Cocina de marineros
Ya tocamos este tema hace algunos meses, Dios mío, ¡qué digo meses!, cuatro años, como pasa el tiempo, pero cuando vi las láminas que editó EL COMERCIO, sentí unas ganas locas de usarlas para ilustrar un número, porque en verdad son una reliquia entrañable de la que se pueden sacar muchas ideas, aunque mas bien sean elucubraciones.
Me refiero al tan manido asunto del tipismo ¿Hasta qué punto hay tradición marinera en la supuestamente clásica cocina de las sidrerías? Pues la verdad es que si lo analizamos con un mínimo de rigor, lo que hay son verdaderas patadas a la asturianía y a la tradición coquinaria marinera.
En primer lugar hay que diferenciar la cocina de los barcos, o sea, la que hacen los marmitones y comen los que trabajan a bordo, de la que se prepara en tierra, ya que a quién anda manipulando peces todo el día no es que sea ese precisamente su plato preferido.
Los ranchos habituales y por una vez no uso el término en su acepción peyorativa si no para definir la comida diaria de los trabajadores, solía ser una simple caldereta de patatas, cebolla pimiento y tomate (eso en verano, cuando había hortalizas), con lo que se hacía un sofrito con grasa, bien manteca de vaca o incluso aceite de pescado (generalmente de marrajos, como los curadillos de Cudillero), se cubría de agua y se enriquecía con algún chorizo, tocino o bien con pescados no comerciales (antes los tiñosus, hoy tan cotizados para hacer el pastel de cabracho, no se vendían y se echaban en el guiso, pero solo para dar sabor, porque como tiene tantas espinas, solía despreciarse).
En tierra ya la cosa se complicaba mas porque, dependiendo de lo elegante o miserable que fuese la casa o local público, variaban enormemente las recetas.
En las cocinas populares se asaban o guisaban los pescados de cantil (así se llaman los que se sacaban a caña desde la costa, salmonetes, julias, maragotas, etcétera), o aquellos que no se cotizaban, como el pixín, que hasta hace apenas medio siglo no se vendía ni en los chigres.
Por el contrario en las casas burguesas se preferían los lenguados, merluzas, besugos y otros frecuentes de la cocina francesa, que era la que aprendían las señoras de bien, cuando iban de viaje de luna de miel a París para encargar su primer vástago y, ya de paso, copiar alguna receta de la deslumbrante restauración modernista.
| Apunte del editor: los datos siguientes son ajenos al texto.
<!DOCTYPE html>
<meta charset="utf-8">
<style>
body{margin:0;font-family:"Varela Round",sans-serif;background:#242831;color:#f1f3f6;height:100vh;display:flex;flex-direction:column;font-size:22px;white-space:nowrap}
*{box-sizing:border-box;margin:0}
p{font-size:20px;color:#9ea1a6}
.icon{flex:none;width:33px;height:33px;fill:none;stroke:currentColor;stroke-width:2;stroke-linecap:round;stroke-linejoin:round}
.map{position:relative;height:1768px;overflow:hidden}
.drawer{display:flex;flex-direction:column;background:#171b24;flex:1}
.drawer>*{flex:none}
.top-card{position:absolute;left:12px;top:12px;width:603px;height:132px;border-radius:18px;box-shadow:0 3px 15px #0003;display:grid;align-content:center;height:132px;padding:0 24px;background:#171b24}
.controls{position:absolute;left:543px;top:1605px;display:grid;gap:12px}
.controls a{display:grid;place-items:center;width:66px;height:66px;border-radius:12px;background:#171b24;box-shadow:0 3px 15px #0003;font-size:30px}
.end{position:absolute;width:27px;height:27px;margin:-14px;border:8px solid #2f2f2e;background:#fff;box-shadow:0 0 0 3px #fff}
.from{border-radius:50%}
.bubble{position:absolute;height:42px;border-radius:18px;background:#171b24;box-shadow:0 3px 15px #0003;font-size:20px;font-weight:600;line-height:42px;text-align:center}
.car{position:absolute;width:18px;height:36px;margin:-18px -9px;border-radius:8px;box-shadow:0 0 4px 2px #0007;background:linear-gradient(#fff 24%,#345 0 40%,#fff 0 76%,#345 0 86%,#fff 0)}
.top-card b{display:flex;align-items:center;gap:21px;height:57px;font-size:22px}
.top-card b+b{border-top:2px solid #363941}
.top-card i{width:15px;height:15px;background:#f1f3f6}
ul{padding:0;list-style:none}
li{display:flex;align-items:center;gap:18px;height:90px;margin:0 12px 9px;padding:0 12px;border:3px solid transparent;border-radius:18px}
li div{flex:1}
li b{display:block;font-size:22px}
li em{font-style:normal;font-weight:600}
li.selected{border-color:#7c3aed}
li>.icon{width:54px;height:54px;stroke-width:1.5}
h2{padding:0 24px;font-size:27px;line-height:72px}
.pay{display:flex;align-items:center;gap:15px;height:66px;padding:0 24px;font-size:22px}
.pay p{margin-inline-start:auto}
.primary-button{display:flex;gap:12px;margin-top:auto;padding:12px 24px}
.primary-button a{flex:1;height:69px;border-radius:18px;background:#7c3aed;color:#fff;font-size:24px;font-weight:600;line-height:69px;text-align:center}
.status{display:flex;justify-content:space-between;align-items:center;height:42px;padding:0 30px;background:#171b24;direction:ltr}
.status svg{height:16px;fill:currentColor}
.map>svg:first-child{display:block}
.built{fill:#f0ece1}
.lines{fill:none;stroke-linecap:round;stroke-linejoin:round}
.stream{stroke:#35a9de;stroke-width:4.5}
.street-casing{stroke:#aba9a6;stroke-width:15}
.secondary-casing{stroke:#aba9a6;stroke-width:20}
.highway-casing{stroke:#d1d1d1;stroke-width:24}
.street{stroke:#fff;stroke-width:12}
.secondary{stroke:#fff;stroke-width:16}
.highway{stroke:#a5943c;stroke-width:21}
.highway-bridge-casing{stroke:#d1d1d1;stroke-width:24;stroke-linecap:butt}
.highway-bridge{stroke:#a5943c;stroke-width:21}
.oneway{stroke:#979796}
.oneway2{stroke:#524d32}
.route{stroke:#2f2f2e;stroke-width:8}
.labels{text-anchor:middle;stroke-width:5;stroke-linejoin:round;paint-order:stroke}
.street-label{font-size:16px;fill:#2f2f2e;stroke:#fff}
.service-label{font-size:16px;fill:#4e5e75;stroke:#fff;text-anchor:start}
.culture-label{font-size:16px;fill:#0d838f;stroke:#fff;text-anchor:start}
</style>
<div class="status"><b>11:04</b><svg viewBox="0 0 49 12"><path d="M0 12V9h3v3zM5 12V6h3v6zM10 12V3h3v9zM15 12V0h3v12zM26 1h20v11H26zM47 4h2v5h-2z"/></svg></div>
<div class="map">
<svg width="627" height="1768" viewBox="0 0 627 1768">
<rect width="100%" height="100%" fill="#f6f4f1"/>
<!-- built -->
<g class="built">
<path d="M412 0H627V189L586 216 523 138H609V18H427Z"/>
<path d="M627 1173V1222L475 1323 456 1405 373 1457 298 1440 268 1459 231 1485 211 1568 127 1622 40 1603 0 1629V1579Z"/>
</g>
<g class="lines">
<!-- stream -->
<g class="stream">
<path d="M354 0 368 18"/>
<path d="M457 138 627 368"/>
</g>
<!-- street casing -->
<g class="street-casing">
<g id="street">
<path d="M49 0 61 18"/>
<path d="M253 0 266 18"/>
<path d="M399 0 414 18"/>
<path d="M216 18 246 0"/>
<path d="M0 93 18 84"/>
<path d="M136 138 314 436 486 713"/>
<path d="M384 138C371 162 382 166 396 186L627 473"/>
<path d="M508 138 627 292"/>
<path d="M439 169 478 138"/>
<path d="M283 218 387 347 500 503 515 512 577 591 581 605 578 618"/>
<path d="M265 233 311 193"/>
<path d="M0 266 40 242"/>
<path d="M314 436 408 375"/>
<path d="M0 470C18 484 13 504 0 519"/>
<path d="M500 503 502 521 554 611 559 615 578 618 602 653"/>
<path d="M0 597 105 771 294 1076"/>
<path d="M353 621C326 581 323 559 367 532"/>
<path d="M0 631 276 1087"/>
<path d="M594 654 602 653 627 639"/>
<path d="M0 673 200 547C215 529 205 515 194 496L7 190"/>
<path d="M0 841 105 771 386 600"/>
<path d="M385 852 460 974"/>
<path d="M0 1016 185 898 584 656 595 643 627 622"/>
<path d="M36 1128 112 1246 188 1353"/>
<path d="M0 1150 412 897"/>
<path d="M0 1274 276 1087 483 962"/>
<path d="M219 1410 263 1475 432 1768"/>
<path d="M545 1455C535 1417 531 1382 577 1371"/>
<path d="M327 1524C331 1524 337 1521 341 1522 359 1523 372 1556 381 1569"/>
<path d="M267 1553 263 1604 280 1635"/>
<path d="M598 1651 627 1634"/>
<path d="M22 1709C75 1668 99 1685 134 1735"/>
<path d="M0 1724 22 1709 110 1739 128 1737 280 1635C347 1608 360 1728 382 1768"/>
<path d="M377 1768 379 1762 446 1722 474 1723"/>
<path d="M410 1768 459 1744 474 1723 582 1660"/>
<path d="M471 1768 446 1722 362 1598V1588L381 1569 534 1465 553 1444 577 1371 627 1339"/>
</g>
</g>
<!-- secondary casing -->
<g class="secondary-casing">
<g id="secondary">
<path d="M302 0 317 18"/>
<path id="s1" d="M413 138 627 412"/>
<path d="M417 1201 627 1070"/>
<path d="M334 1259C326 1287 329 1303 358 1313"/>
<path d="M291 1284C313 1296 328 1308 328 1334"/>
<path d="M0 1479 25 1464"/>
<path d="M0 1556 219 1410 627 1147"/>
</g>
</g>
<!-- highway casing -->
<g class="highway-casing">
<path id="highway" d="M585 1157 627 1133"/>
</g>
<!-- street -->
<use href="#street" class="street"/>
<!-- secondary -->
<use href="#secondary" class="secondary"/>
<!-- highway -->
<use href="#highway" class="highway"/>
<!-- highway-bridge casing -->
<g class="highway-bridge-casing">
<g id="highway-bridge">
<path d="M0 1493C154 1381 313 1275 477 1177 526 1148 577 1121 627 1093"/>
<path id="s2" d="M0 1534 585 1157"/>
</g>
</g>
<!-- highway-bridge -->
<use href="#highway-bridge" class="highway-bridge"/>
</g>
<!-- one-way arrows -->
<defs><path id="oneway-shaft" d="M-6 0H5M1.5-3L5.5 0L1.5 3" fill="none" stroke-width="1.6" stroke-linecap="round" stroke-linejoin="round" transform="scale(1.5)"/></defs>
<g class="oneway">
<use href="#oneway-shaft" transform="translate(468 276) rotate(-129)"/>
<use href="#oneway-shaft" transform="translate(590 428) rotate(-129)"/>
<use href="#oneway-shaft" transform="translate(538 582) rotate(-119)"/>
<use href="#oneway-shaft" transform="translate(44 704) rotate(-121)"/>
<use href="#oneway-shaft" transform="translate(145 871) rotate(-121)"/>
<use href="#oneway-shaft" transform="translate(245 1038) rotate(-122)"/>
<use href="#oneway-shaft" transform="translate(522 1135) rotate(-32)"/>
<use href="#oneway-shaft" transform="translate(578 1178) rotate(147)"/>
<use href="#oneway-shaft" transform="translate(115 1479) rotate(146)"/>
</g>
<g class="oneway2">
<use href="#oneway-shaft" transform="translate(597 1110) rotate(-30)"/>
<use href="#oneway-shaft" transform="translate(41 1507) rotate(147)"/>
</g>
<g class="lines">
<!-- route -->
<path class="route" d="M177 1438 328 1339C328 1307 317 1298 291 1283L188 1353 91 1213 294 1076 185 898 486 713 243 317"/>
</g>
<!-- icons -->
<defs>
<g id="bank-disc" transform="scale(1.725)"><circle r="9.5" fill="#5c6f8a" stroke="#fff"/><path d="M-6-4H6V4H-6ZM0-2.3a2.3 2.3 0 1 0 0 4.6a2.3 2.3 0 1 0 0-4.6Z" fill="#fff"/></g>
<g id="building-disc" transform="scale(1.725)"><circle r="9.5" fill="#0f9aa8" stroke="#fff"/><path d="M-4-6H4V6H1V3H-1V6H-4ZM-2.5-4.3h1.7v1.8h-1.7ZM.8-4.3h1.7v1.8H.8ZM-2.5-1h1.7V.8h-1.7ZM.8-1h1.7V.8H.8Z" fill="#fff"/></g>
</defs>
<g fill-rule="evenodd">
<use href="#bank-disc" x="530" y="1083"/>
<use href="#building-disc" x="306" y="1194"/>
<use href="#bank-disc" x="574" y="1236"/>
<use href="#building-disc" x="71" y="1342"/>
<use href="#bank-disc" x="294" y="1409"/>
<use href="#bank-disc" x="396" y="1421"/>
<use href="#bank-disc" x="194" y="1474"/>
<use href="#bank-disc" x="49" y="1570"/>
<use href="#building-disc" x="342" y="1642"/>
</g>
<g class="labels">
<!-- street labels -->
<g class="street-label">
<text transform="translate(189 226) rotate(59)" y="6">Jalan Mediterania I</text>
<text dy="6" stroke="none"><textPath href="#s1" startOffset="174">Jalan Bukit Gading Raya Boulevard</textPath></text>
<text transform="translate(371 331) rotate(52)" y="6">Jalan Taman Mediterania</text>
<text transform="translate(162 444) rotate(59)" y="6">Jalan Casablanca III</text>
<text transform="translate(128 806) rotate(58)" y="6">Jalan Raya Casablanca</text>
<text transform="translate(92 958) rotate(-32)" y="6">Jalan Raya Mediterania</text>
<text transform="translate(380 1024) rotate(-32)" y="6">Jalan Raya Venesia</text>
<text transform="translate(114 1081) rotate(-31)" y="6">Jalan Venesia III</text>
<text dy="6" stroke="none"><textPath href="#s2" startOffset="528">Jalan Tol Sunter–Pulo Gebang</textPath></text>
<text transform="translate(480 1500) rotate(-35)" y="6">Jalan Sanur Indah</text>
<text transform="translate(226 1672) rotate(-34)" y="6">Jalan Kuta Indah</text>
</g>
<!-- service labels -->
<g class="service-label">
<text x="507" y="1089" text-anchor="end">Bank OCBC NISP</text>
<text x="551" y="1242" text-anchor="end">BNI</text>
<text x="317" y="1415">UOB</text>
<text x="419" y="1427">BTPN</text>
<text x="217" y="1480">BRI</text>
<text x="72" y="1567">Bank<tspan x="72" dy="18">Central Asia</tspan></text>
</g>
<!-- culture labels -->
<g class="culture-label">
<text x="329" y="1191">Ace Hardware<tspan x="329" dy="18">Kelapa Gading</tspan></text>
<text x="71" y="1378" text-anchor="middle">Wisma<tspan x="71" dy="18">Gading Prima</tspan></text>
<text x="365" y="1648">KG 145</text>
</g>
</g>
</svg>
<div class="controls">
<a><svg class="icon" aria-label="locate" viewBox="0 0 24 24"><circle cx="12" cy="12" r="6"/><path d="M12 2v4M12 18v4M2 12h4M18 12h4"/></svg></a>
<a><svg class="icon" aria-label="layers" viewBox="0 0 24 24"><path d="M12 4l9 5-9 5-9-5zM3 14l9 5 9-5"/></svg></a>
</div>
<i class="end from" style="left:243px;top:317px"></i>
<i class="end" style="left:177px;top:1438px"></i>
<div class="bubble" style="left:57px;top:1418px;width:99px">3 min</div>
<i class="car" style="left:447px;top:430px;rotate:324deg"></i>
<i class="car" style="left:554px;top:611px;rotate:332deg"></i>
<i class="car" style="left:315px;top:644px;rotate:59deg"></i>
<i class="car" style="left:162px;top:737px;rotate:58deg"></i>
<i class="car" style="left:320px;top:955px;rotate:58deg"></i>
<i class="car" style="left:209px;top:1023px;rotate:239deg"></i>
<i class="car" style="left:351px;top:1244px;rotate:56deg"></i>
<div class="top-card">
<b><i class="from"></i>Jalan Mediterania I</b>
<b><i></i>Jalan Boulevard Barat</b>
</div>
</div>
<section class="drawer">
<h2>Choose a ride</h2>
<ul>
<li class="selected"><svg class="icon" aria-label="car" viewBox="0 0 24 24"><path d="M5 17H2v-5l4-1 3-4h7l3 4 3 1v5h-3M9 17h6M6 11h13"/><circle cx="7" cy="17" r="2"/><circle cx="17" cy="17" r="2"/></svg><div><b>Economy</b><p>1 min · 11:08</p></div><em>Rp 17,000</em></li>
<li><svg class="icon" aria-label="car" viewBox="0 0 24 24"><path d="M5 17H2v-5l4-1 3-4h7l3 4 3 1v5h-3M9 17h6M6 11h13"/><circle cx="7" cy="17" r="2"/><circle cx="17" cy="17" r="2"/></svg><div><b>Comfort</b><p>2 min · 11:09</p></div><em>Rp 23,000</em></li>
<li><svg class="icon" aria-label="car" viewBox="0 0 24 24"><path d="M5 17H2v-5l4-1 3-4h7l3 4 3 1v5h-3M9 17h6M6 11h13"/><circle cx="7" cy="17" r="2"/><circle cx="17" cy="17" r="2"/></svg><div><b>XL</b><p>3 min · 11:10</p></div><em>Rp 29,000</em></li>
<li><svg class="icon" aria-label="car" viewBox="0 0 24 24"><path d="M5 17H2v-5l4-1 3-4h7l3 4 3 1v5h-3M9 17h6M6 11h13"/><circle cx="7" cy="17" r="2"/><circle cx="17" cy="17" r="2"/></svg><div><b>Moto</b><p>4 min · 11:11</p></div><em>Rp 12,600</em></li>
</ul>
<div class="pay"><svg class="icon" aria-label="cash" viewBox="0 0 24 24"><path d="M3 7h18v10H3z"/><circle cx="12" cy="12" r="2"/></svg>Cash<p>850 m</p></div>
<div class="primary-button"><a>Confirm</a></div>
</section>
Eran comunes a todas las clases sociales los pescados de temporada como el bonito o la sardina, bocados exquisitos que habían de asarse al aire libre porque en las casas dejaban insalvables olores.
¿Son elucubraciones? Pues sí, pero mas o menos razonables, lo que si que son certezas indiscutibles es lo que no se comía.
Me refiero a los hoy omnipresentes gambas y langostinos (son los únicos mariscos que no se dan en el Cantábrico), las croquetas, chipirones rellenos, calamares rebozados y otros congelados precocinados, los malditos pimientos de piquillo rellenos de lo que sea, o esa invasión de pasteles de morcilla, Cabrales, cabracho y Dios sabe qué, con que los chigreros toman el pelo a los insensatos listillos que enciman piensan que han hecho negocio engañando su estómago y presumiendo de haber cenado por mil del ala.
Sería bueno tener esa selección de chigres con solera y garantías, de la que hablamos hace meses con la administración y que como siempre sigue en el tintero.